Start of MATERIAL FOR THIS EXERCISE

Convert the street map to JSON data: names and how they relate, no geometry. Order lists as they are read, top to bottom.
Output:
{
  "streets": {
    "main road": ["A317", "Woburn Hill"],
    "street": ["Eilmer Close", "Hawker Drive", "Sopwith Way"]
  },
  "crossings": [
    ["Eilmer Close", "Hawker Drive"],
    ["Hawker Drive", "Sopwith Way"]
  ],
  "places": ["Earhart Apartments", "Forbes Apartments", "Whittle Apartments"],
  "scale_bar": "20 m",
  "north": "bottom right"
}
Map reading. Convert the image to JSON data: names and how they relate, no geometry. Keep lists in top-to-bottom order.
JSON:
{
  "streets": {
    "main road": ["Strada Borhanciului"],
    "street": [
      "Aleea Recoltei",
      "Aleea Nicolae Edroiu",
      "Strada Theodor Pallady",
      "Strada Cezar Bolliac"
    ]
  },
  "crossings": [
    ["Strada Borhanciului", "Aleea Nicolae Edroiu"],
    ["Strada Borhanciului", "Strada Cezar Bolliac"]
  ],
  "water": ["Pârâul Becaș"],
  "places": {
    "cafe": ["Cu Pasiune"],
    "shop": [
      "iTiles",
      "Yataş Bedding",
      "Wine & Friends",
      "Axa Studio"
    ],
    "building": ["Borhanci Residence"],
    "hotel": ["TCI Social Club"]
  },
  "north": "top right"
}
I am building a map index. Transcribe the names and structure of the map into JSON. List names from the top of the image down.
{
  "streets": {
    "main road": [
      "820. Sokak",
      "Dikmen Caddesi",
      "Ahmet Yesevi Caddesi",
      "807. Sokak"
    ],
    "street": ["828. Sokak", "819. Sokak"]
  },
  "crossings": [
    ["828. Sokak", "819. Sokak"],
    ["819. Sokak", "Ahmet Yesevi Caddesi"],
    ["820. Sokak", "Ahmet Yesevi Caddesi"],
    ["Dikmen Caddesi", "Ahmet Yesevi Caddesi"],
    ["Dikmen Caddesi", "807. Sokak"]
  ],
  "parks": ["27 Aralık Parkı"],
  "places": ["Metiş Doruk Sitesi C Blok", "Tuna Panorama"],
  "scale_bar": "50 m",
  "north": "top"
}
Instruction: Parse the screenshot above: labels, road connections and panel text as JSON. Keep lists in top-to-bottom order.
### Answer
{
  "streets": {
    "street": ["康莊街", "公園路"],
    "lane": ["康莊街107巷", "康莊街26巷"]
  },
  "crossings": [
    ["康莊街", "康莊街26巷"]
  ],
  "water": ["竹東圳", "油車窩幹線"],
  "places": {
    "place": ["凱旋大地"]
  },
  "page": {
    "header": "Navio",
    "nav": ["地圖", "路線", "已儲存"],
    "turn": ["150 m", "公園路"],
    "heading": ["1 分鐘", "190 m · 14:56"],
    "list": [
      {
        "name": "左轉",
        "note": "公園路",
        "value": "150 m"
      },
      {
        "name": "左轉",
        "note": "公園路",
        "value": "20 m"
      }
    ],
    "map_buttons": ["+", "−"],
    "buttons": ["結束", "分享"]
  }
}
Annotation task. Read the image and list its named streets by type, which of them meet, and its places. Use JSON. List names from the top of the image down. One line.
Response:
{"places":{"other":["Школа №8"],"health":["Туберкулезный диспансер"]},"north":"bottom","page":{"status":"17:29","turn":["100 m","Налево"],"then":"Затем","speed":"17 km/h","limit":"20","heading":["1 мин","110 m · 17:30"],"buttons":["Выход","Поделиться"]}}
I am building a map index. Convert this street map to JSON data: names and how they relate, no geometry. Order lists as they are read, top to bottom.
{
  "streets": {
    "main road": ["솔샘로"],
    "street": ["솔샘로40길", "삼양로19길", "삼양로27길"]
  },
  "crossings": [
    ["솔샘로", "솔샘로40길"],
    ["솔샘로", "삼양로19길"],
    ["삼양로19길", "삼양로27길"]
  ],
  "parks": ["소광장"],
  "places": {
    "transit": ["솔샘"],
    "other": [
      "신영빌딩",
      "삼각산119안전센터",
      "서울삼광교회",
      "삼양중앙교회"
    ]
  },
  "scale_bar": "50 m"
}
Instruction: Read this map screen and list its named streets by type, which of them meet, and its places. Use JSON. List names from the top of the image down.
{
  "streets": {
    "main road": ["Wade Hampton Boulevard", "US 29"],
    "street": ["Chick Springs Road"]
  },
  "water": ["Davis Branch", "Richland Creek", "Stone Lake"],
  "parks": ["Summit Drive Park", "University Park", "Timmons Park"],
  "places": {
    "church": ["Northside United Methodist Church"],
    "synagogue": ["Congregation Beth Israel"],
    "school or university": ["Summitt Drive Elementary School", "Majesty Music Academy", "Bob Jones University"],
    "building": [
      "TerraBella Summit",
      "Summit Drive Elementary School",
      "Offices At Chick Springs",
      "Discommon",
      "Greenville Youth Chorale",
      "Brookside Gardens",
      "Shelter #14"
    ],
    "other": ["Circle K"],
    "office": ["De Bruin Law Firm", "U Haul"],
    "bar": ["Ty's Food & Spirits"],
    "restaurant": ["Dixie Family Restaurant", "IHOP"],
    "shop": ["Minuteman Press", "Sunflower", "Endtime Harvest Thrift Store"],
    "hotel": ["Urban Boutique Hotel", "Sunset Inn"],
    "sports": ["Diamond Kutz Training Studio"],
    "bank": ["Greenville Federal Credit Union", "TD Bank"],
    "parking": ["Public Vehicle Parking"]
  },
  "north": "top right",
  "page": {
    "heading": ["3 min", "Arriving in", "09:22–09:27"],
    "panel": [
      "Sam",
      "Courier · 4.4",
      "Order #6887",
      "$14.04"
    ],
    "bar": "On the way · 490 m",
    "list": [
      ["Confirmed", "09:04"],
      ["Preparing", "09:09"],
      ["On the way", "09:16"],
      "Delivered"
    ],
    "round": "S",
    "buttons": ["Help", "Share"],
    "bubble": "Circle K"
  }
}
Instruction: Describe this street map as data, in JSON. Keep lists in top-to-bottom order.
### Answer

End of MATERIAL FOR THIS EXERCISE

**TASK DETAILS:** Each line of the data must be retyped exactly as written.

**SOLUTION:**
Convert the street map to JSON data: names and how they relate, no geometry. Order lists as they are read, top to bottom.
Output:
{
  "streets": {
    "main road": ["A317", "Woburn Hill"],
    "street": ["Eilmer Close", "Hawker Drive", "Sopwith Way"]
  },
  "crossings": [
    ["Eilmer Close", "Hawker Drive"],
    ["Hawker Drive", "Sopwith Way"]
  ],
  "places": ["Earhart Apartments", "Forbes Apartments", "Whittle Apartments"],
  "scale_bar": "20 m",
  "north": "bottom right"
}
Map reading. Convert the image to JSON data: names and how they relate, no geometry. Keep lists in top-to-bottom order.
JSON:
{
  "streets": {
    "main road": ["Strada Borhanciului"],
    "street": [
      "Aleea Recoltei",
      "Aleea Nicolae Edroiu",
      "Strada Theodor Pallady",
      "Strada Cezar Bolliac"
    ]
  },
  "crossings": [
    ["Strada Borhanciului", "Aleea Nicolae Edroiu"],
    ["Strada Borhanciului", "Strada Cezar Bolliac"]
  ],
  "water": ["Pârâul Becaș"],
  "places": {
    "cafe": ["Cu Pasiune"],
    "shop": [
      "iTiles",
      "Yataş Bedding",
      "Wine & Friends",
      "Axa Studio"
    ],
    "building": ["Borhanci Residence"],
    "hotel": ["TCI Social Club"]
  },
  "north": "top right"
}
I am building a map index. Transcribe the names and structure of the map into JSON. List names from the top of the image down.
{
  "streets": {
    "main road": [
      "820. Sokak",
      "Dikmen Caddesi",
      "Ahmet Yesevi Caddesi",
      "807. Sokak"
    ],
    "street": ["828. Sokak", "819. Sokak"]
  },
  "crossings": [
    ["828. Sokak", "819. Sokak"],
    ["819. Sokak", "Ahmet Yesevi Caddesi"],
    ["820. Sokak", "Ahmet Yesevi Caddesi"],
    ["Dikmen Caddesi", "Ahmet Yesevi Caddesi"],
    ["Dikmen Caddesi", "807. Sokak"]
  ],
  "parks": ["27 Aralık Parkı"],
  "places": ["Metiş Doruk Sitesi C Blok", "Tuna Panorama"],
  "scale_bar": "50 m",
  "north": "top"
}
Instruction: Parse the screenshot above: labels, road connections and panel text as JSON. Keep lists in top-to-bottom order.
### Answer
{
  "streets": {
    "street": ["康莊街", "公園路"],
    "lane": ["康莊街107巷", "康莊街26巷"]
  },
  "crossings": [
    ["康莊街", "康莊街26巷"]
  ],
  "water": ["竹東圳", "油車窩幹線"],
  "places": {
    "place": ["凱旋大地"]
  },
  "page": {
    "header": "Navio",
    "nav": ["地圖", "路線", "已儲存"],
    "turn": ["150 m", "公園路"],
    "heading": ["1 分鐘", "190 m · 14:56"],
    "list": [
      {
        "name": "左轉",
        "note": "公園路",
        "value": "150 m"
      },
      {
        "name": "左轉",
        "note": "公園路",
        "value": "20 m"
      }
    ],
    "map_buttons": ["+", "−"],
    "buttons": ["結束", "分享"]
  }
}
Annotation task. Read the image and list its named streets by type, which of them meet, and its places. Use JSON. List names from the top of the image down. One line.
Response:
{"places":{"other":["Школа №8"],"health":["Туберкулезный диспансер"]},"north":"bottom","page":{"status":"17:29","turn":["100 m","Налево"],"then":"Затем","speed":"17 km/h","limit":"20","heading":["1 мин","110 m · 17:30"],"buttons":["Выход","Поделиться"]}}
I am building a map index. Convert this street map to JSON data: names and how they relate, no geometry. Order lists as they are read, top to bottom.
{
  "streets": {
    "main road": ["솔샘로"],
    "street": ["솔샘로40길", "삼양로19길", "삼양로27길"]
  },
  "crossings": [
    ["솔샘로", "솔샘로40길"],
    ["솔샘로", "삼양로19길"],
    ["삼양로19길", "삼양로27길"]
  ],
  "parks": ["소광장"],
  "places": {
    "transit": ["솔샘"],
    "other": [
      "신영빌딩",
      "삼각산119안전센터",
      "서울삼광교회",
      "삼양중앙교회"
    ]
  },
  "scale_bar": "50 m"
}
Instruction: Read this map screen and list its named streets by type, which of them meet, and its places. Use JSON. List names from the top of the image down.
{
  "streets": {
    "main road": ["Wade Hampton Boulevard", "US 29"],
    "street": ["Chick Springs Road"]
  },
  "water": ["Davis Branch", "Richland Creek", "Stone Lake"],
  "parks": ["Summit Drive Park", "University Park", "Timmons Park"],
  "places": {
    "church": ["Northside United Methodist Church"],
    "synagogue": ["Congregation Beth Israel"],
    "school or university": ["Summitt Drive Elementary School", "Majesty Music Academy", "Bob Jones University"],
    "building": [
      "TerraBella Summit",
      "Summit Drive Elementary School",
      "Offices At Chick Springs",
      "Discommon",
      "Greenville Youth Chorale",
      "Brookside Gardens",
      "Shelter #14"
    ],
    "other": ["Circle K"],
    "office": ["De Bruin Law Firm", "U Haul"],
    "bar": ["Ty's Food & Spirits"],
    "restaurant": ["Dixie Family Restaurant", "IHOP"],
    "shop": ["Minuteman Press", "Sunflower", "Endtime Harvest Thrift Store"],
    "hotel": ["Urban Boutique Hotel", "Sunset Inn"],
    "sports": ["Diamond Kutz Training Studio"],
    "bank": ["Greenville Federal Credit Union", "TD Bank"],
    "parking": ["Public Vehicle Parking"]
  },
  "north": "top right",
  "page": {
    "heading": ["3 min", "Arriving in", "09:22–09:27"],
    "panel": [
      "Sam",
      "Courier · 4.4",
      "Order #6887",
      "$14.04"
    ],
    "bar": "On the way · 490 m",
    "list": [
      ["Confirmed", "09:04"],
      ["Preparing", "09:09"],
      ["On the way", "09:16"],
      "Delivered"
    ],
    "round": "S",
    "buttons": ["Help", "Share"],
    "bubble": "Circle K"
  }
}
Instruction: Describe this street map as data, in JSON. Keep lists in top-to-bottom order.
### Answer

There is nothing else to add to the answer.